Para o secretário-geral da associação Contas Abertas Gil Castello Branco, os mais de R$ 10,6 bilhões destinados a propinas, convertidos em obras públicas, poderiam gerar, por exemplo, mais de 5,4 mil creches ao custo de R$ 1,9 mi cada estrutura –que atenderiam mais de 800 mil crianças, ao todo. Outros investimentos possíveis seriam 5 mil UPAs (Unidades de Pronto Atendimento) de R$ 1,4 milhão, cada; quase 84 mil ambulâncias de R$ 122.750, cada; ou mais de 55 mil ônibus escolares. O cálculo, segundo Castello Branco, considerou valores do Ministério do Planejamentoe da Comissão de Orçamento do Congresso.
“Ver uma soma dessas de propina causa a impressão de que o Brasil perdeu o referencial dos custos de suas obras. Porque, se há uma ‘gordura’ de superfaturamento nesse montante, e é evidente que há, qual seria o custo real das obras públicas, executadas por essas empreiteiras, sem esse sobrepreço?”, indagou. “Essa é uma oportunidade que o Brasil está perdendo de abrir esse mercado para empresas internacionais e até favorecer empresas pequenas e médias. Se somente uma empresa movimentou esses R$ 10 bilhões, imaginemos quanto vai ser a soma que o conjunto de superfaturamento desse cartel gerou”, avaliou.
Para o especialista em contas públicas, porém, falta ainda o cidadão associar a corrupção àquilo que diga respeito à sua realidade mais próxima.

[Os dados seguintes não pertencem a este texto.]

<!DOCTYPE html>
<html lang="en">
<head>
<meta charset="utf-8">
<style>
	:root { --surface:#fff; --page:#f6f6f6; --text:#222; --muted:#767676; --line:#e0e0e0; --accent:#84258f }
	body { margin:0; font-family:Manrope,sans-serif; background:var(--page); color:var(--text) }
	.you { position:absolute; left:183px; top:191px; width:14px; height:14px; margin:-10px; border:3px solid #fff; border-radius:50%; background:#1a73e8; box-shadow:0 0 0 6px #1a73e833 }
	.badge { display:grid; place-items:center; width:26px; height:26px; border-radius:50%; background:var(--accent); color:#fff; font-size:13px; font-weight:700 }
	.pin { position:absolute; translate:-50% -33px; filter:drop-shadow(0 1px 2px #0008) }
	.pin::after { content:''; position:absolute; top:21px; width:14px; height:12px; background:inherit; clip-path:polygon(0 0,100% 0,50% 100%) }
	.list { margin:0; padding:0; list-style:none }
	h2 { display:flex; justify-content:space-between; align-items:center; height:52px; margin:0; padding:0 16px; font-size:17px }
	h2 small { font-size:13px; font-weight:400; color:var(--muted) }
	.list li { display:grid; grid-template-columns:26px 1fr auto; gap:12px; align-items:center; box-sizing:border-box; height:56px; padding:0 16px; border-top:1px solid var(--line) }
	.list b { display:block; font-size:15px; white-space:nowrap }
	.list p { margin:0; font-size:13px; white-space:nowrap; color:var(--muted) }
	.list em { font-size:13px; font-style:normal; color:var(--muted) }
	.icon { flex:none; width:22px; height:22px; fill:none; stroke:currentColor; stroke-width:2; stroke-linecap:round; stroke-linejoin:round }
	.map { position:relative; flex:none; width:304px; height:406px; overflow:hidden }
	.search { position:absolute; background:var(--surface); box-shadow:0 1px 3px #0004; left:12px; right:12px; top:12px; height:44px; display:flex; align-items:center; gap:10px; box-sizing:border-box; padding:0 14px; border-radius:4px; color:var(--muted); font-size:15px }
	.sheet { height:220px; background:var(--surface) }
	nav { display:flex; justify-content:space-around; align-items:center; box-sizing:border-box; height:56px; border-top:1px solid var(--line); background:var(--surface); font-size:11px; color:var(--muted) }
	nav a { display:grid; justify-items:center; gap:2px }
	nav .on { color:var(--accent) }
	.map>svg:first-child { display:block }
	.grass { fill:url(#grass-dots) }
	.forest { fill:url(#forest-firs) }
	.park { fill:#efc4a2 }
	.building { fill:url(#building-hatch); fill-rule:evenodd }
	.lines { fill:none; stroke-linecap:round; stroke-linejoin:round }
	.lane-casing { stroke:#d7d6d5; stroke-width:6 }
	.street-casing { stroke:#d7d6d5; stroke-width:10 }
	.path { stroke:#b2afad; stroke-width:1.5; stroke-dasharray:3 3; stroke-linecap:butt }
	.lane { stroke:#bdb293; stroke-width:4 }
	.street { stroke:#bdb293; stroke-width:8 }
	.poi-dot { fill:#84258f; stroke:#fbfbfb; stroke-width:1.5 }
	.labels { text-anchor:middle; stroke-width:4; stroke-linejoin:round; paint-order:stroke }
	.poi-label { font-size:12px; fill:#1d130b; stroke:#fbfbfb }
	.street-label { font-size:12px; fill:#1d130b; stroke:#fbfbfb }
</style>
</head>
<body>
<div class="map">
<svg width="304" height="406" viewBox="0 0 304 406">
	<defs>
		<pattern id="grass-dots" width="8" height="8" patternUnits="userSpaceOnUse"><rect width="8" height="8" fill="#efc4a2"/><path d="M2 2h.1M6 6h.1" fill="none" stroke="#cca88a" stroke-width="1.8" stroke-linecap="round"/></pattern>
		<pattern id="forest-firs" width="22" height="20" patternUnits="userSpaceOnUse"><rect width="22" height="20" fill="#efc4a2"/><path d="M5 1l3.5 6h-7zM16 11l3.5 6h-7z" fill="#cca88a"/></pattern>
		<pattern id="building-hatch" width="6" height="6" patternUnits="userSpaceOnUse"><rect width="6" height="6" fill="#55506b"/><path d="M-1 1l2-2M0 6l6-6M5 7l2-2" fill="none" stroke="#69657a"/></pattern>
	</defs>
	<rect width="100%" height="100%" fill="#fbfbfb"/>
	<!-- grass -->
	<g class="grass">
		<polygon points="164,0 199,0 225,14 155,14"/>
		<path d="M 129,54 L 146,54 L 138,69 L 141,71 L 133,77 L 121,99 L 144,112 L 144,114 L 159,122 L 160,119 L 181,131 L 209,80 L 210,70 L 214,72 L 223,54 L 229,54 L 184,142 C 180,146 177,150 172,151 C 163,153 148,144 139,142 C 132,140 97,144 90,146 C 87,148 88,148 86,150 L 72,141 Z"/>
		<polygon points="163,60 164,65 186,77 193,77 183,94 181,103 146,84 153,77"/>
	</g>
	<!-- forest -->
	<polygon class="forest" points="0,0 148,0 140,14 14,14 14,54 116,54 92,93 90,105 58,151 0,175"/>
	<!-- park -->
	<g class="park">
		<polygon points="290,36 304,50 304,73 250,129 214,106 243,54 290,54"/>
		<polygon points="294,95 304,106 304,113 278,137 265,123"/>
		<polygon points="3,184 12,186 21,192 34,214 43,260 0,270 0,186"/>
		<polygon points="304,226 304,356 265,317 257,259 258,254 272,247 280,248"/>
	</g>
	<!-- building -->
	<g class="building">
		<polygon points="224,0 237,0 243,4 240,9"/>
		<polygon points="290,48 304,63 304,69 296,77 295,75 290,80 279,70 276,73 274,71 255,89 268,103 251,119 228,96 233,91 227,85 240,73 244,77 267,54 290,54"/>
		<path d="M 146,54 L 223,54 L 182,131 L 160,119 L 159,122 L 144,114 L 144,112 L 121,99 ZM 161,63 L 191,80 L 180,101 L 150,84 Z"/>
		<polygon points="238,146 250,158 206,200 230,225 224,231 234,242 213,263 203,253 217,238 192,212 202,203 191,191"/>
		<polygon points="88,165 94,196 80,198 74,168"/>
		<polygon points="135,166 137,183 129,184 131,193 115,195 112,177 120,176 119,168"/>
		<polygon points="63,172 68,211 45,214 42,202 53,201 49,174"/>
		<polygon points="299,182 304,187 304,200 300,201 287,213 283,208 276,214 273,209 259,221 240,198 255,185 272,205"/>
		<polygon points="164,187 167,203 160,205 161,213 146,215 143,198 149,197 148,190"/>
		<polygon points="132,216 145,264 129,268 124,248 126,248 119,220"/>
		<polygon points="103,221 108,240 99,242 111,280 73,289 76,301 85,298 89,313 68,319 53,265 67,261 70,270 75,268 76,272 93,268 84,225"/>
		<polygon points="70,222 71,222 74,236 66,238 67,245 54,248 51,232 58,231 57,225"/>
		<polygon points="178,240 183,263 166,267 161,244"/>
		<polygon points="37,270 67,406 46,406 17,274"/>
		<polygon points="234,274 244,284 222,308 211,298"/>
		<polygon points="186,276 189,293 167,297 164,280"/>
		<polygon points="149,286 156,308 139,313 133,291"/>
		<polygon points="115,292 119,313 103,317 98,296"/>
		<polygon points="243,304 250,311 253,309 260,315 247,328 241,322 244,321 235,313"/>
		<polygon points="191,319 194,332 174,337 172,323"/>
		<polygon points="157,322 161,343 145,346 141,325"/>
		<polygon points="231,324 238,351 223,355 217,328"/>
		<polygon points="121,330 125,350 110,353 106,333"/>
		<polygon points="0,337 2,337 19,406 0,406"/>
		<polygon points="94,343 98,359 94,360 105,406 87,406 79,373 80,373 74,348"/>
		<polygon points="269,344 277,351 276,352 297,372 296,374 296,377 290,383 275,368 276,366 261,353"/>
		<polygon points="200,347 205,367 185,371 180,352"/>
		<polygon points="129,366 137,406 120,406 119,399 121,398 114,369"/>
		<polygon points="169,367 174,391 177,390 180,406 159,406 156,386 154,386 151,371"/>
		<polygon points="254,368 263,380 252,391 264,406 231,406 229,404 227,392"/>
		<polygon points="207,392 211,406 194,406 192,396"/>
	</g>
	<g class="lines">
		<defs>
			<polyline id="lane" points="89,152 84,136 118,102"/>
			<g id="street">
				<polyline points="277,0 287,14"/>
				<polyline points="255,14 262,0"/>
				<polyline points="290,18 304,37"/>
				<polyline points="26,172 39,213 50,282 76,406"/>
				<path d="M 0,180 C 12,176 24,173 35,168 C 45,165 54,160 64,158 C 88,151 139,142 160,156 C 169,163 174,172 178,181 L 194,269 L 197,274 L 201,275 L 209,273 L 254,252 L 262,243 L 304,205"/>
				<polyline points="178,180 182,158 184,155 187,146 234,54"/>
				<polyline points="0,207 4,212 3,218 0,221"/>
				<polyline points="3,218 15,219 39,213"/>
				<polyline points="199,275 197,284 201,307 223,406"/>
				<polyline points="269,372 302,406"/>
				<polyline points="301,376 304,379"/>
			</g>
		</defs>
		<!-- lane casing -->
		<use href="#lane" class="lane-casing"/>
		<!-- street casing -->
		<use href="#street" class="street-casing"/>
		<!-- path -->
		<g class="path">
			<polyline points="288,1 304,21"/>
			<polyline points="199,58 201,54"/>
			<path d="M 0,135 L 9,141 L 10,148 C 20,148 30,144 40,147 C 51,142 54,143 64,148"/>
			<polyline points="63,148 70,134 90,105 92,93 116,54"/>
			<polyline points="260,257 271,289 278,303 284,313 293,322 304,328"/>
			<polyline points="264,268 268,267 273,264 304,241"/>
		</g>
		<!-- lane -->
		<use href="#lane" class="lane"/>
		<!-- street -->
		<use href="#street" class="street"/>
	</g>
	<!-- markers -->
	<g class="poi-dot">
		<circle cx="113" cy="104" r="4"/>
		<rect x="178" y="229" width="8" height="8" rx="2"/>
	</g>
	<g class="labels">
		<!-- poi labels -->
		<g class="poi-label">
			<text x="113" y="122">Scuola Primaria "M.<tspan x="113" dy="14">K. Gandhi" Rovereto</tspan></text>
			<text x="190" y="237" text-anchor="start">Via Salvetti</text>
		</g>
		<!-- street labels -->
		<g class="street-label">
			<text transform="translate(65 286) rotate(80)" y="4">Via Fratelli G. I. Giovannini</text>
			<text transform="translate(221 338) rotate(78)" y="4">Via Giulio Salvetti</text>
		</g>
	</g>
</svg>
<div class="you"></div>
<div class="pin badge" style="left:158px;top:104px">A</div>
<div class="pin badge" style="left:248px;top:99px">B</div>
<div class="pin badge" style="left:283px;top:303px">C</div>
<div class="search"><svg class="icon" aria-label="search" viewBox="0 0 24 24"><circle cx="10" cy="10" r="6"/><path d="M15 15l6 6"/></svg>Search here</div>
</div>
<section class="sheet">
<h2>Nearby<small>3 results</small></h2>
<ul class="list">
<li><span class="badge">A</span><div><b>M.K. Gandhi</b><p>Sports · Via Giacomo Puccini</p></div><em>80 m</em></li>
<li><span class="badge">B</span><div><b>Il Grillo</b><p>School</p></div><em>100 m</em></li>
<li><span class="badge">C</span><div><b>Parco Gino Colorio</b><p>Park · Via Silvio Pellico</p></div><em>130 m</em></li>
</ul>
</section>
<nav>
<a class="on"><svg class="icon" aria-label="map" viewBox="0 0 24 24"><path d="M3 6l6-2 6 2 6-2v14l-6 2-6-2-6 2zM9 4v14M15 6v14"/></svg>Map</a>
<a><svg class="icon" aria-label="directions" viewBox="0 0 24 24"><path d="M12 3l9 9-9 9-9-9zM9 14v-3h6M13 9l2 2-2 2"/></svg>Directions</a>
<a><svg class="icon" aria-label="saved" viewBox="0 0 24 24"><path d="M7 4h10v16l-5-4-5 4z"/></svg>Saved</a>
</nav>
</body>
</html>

“O brasileiro não tem exatamente essa consciência e associa sempre a corrupção a um crime contra o patrimônio, contra o Estado, ao tipificar, como crimes de corrupção, peculato e tráfico de influência, por exemplo. Ele precisa associar esse crime contra algo que lhe é mais imediato, como creches ou transporte, e mirar sua indignação mais profunda a isso, não somente ao trombadinha que rouba o relógio ou arromba um carro”, defendeu. “Se fomos roubados pela Odebrecht em mais de 5,3 mil creches, por exemplo, é hora de pensar que isso foi pago com nosso recurso –com outras obras superfaturadas e da qual parte da ‘gordura’ era distribuída em propinas”.